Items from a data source
────────────────────────────────────────

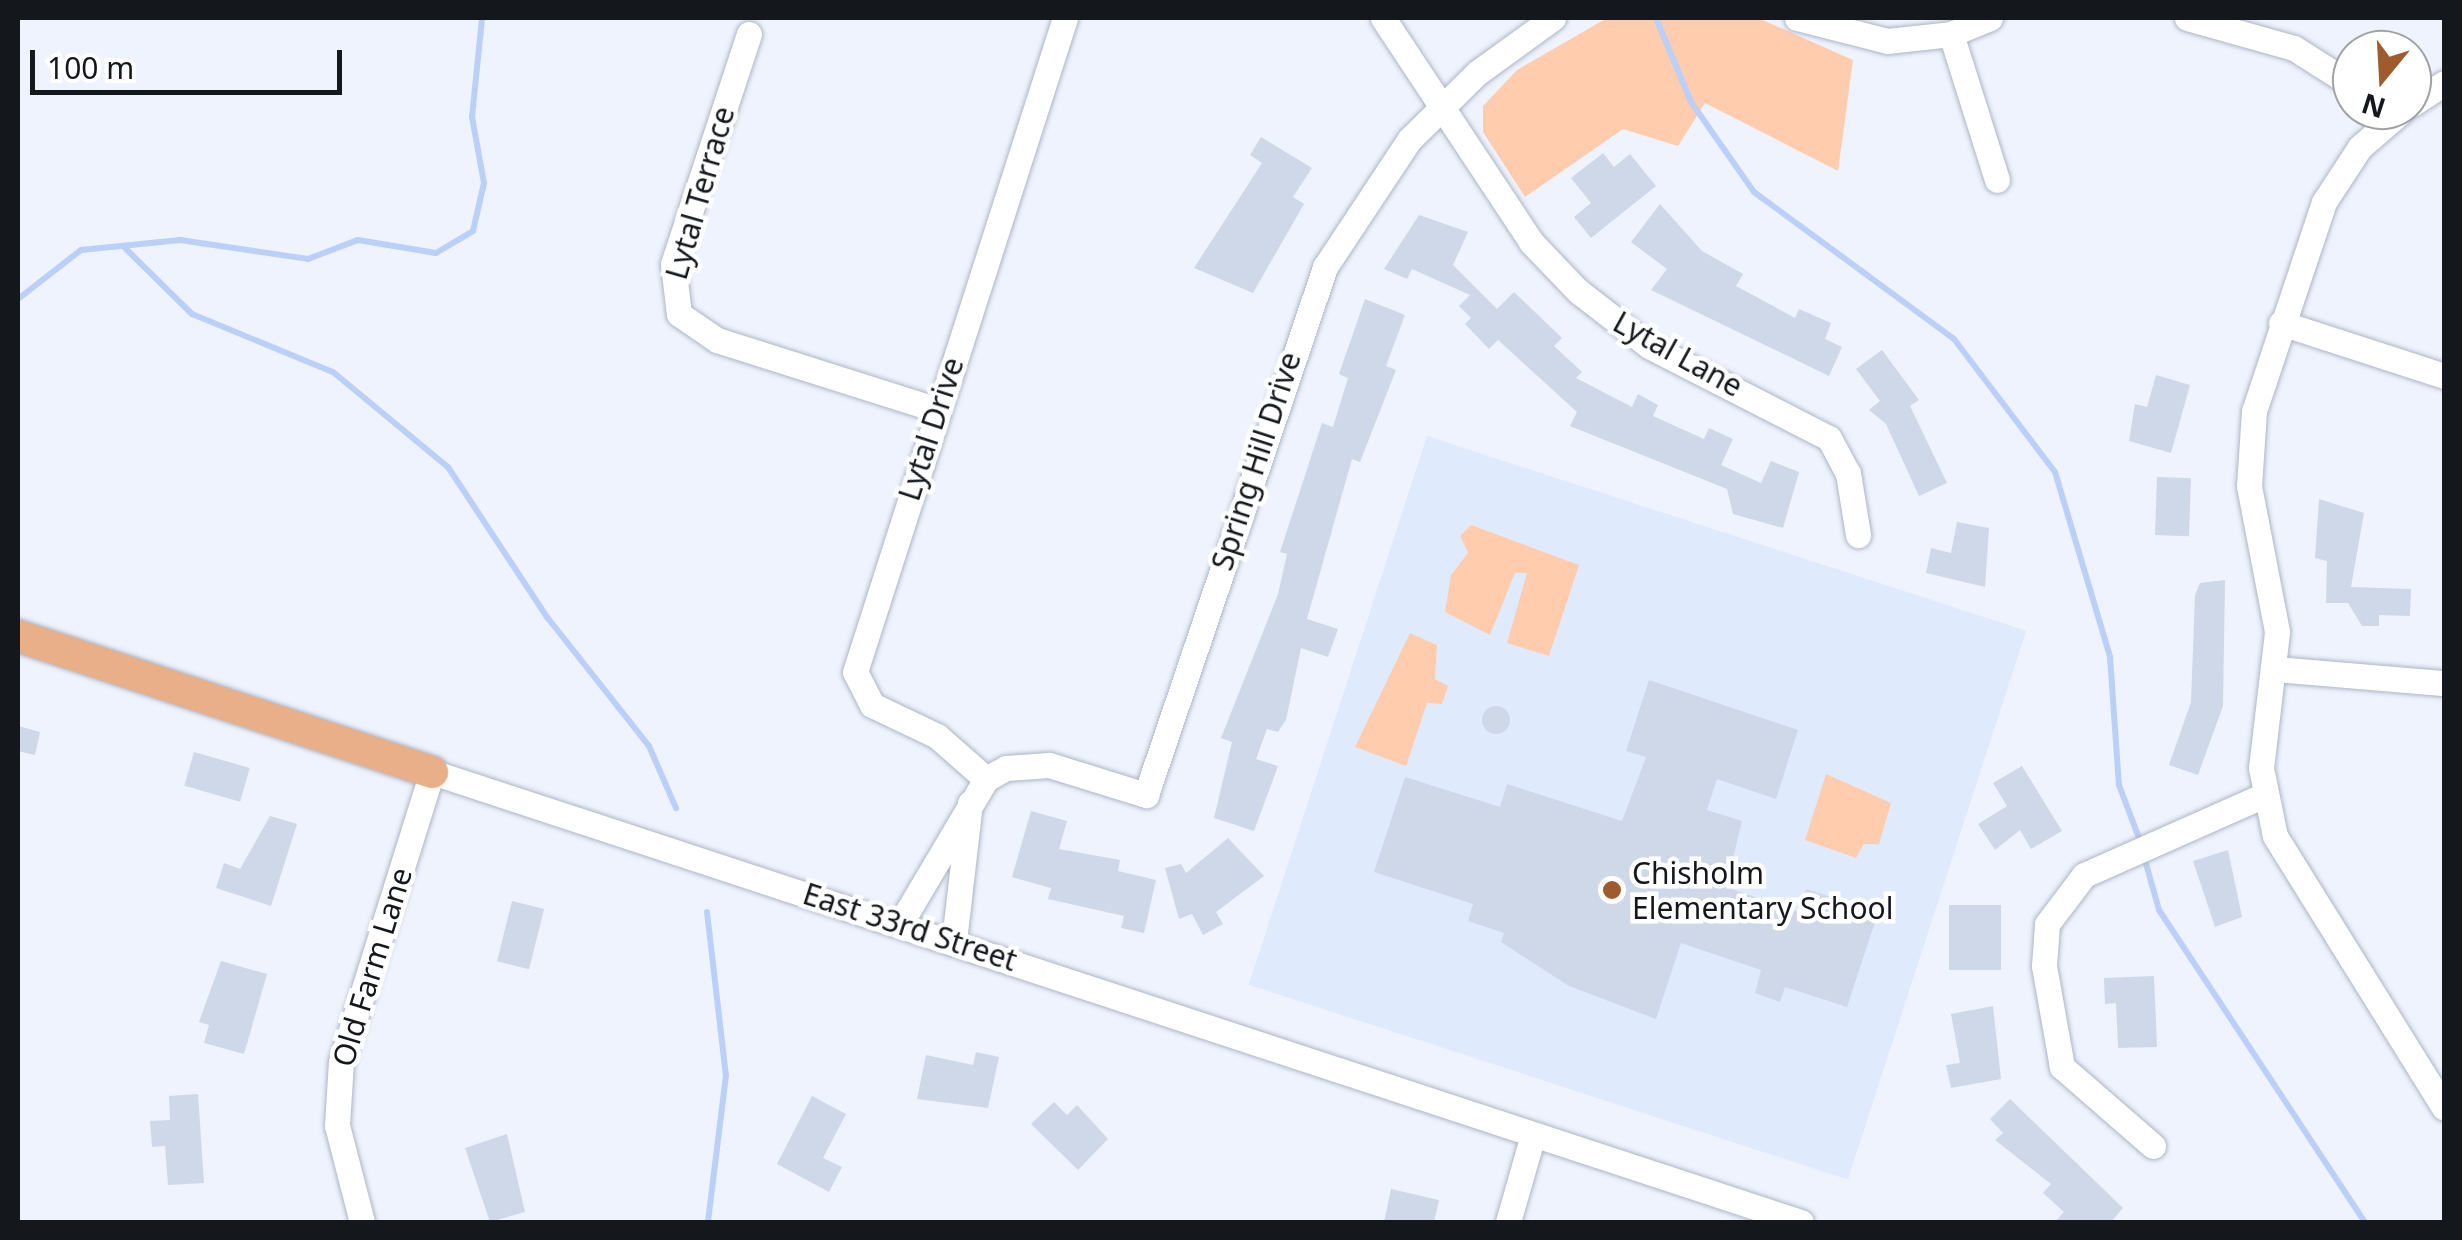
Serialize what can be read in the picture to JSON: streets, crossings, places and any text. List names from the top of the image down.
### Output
{
  "streets": {
    "main road": ["East 33rd Street"],
    "street": [
      "Lytal Terrace",
      "Lytal Lane",
      "Lytal Drive",
      "Spring Hill Drive",
      "Old Farm Lane"
    ]
  },
  "crossings": [
    ["Lytal Terrace", "Lytal Drive"],
    ["Lytal Lane", "Spring Hill Drive"],
    ["Lytal Drive", "Spring Hill Drive"],
    ["East 33rd Street", "Old Farm Lane"]
  ],
  "places": ["Chisholm Elementary School"],
  "scale_bar": "100 m",
  "north": "bottom"
}
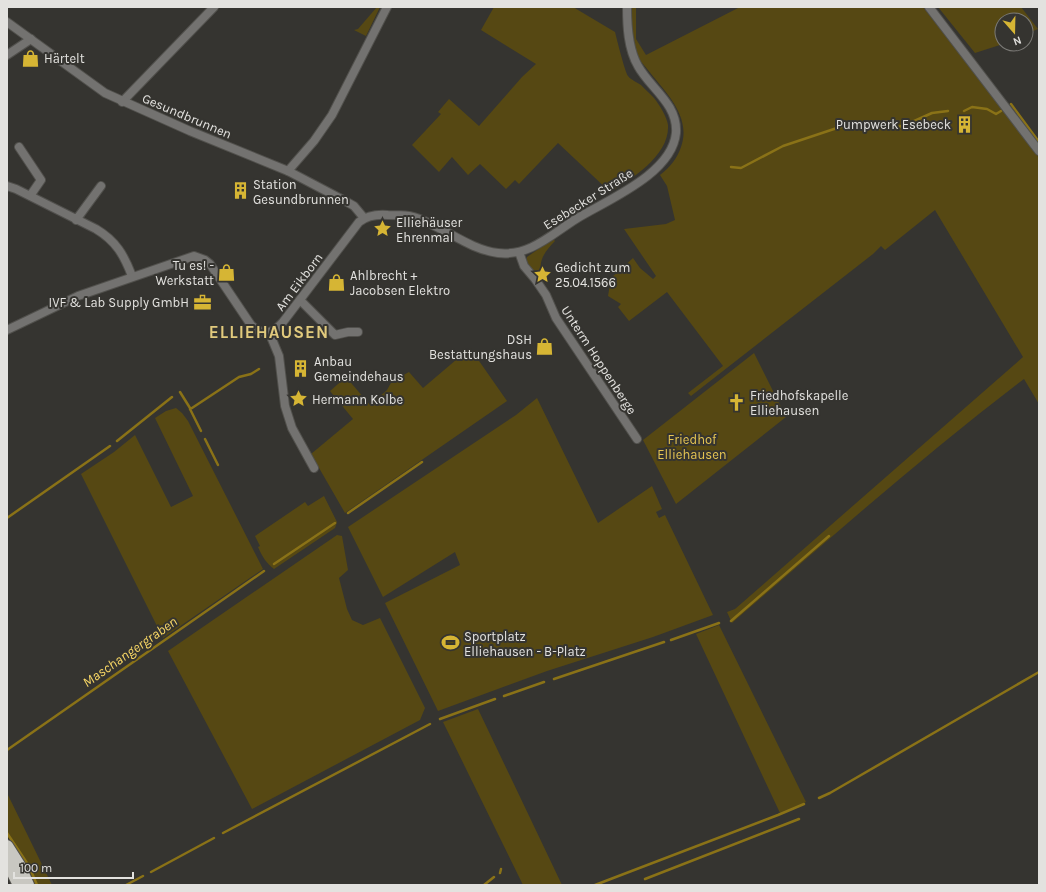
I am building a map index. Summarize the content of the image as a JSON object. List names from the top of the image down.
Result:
{
  "streets": {
    "street": [
      "Gesundbrunnen",
      "Esebecker Straße",
      "Am Eikborn",
      "Unterm Hoppenberge"
    ]
  },
  "crossings": [
    ["Gesundbrunnen", "Am Eikborn"],
    ["Esebecker Straße", "Unterm Hoppenberge"]
  ],
  "districts": ["ELLIEHAUSEN"],
  "water": ["Maschangergraben"],
  "parks": ["Friedhof Elliehausen"],
  "places": {
    "shop": [
      "Härtelt",
      "Tu es! - Werkstatt",
      "Ahlbrecht + Jacobsen Elektro",
      "DSH Bestattungshaus"
    ],
    "building": ["Pumpwerk Esebeck", "Station Gesundbrunnen", "Anbau Gemeindehaus"],
    "place": ["Elliehäuser Ehrenmal", "Gedicht zum 25.04.1566", "Hermann Kolbe"],
    "office": ["IVF & Lab Supply GmbH"],
    "church": ["Friedhofskapelle Elliehausen"],
    "sports": ["Sportplatz Elliehausen - B-Platz"]
  },
  "scale_bar": "100 m",
  "north": "bottom"
}
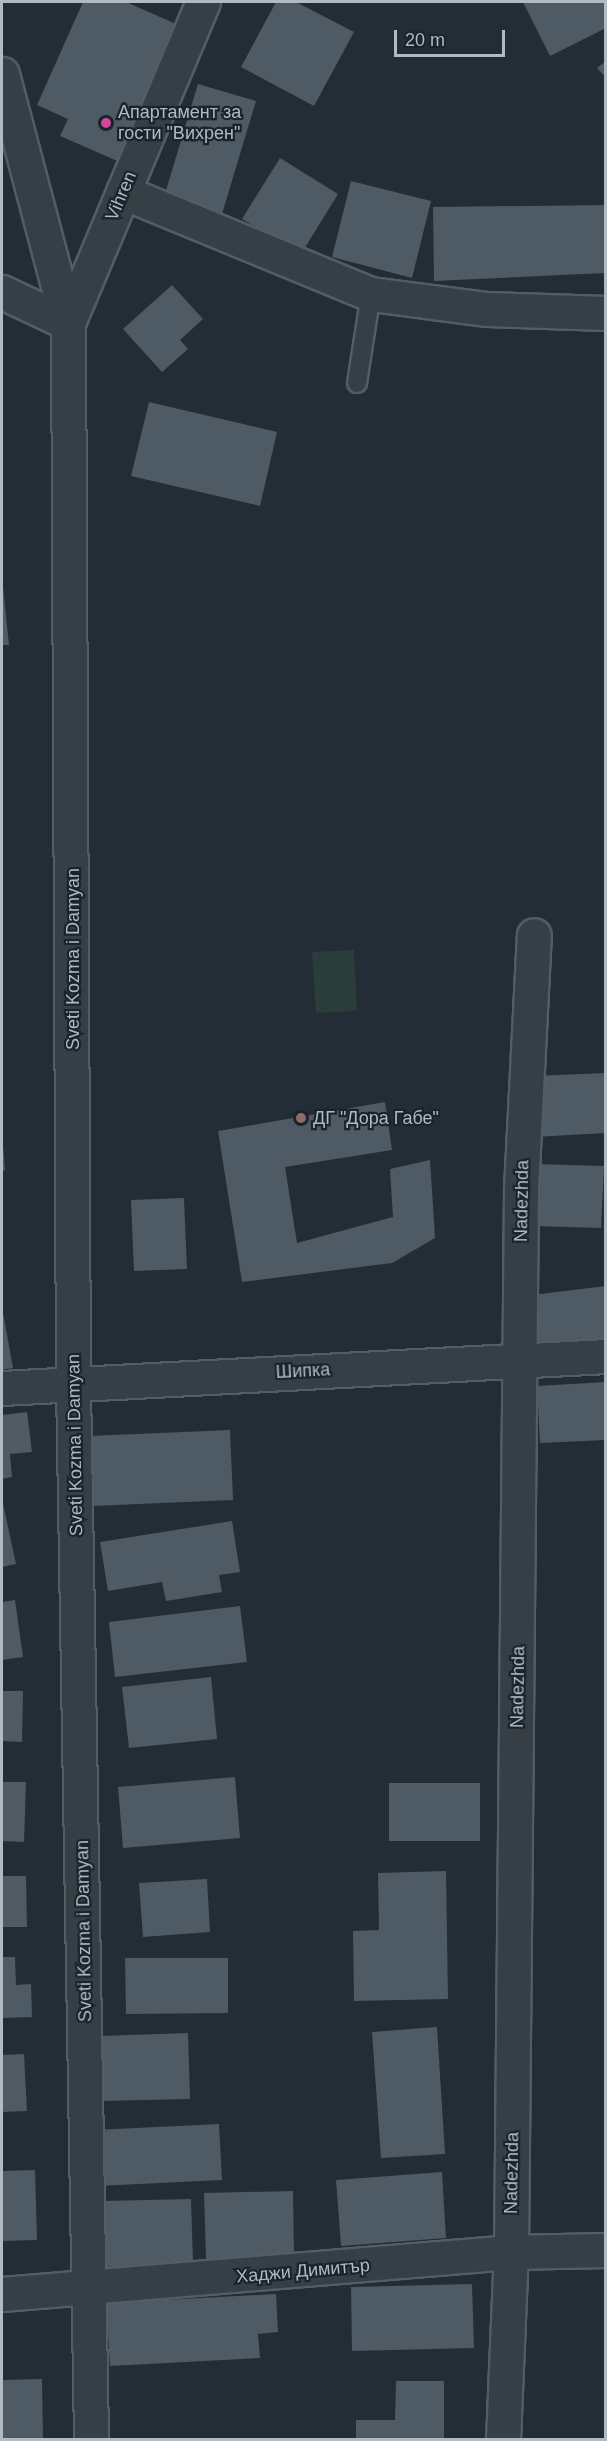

────────────────────────────────────────

__Task statement__: Repeat every record above exactly. The pictures do not belong in the copy.

__Written response__:
Serialize what can be read in the picture to JSON: streets, crossings, places and any text. List names from the top of the image down.
### Output
{
  "streets": {
    "main road": ["East 33rd Street"],
    "street": [
      "Lytal Terrace",
      "Lytal Lane",
      "Lytal Drive",
      "Spring Hill Drive",
      "Old Farm Lane"
    ]
  },
  "crossings": [
    ["Lytal Terrace", "Lytal Drive"],
    ["Lytal Lane", "Spring Hill Drive"],
    ["Lytal Drive", "Spring Hill Drive"],
    ["East 33rd Street", "Old Farm Lane"]
  ],
  "places": ["Chisholm Elementary School"],
  "scale_bar": "100 m",
  "north": "bottom"
}
I am building a map index. Summarize the content of the image as a JSON object. List names from the top of the image down.
Result:
{
  "streets": {
    "street": [
      "Gesundbrunnen",
      "Esebecker Straße",
      "Am Eikborn",
      "Unterm Hoppenberge"
    ]
  },
  "crossings": [
    ["Gesundbrunnen", "Am Eikborn"],
    ["Esebecker Straße", "Unterm Hoppenberge"]
  ],
  "districts": ["ELLIEHAUSEN"],
  "water": ["Maschangergraben"],
  "parks": ["Friedhof Elliehausen"],
  "places": {
    "shop": [
      "Härtelt",
      "Tu es! - Werkstatt",
      "Ahlbrecht + Jacobsen Elektro",
      "DSH Bestattungshaus"
    ],
    "building": ["Pumpwerk Esebeck", "Station Gesundbrunnen", "Anbau Gemeindehaus"],
    "place": ["Elliehäuser Ehrenmal", "Gedicht zum 25.04.1566", "Hermann Kolbe"],
    "office": ["IVF & Lab Supply GmbH"],
    "church": ["Friedhofskapelle Elliehausen"],
    "sports": ["Sportplatz Elliehausen - B-Platz"]
  },
  "scale_bar": "100 m",
  "north": "bottom"
}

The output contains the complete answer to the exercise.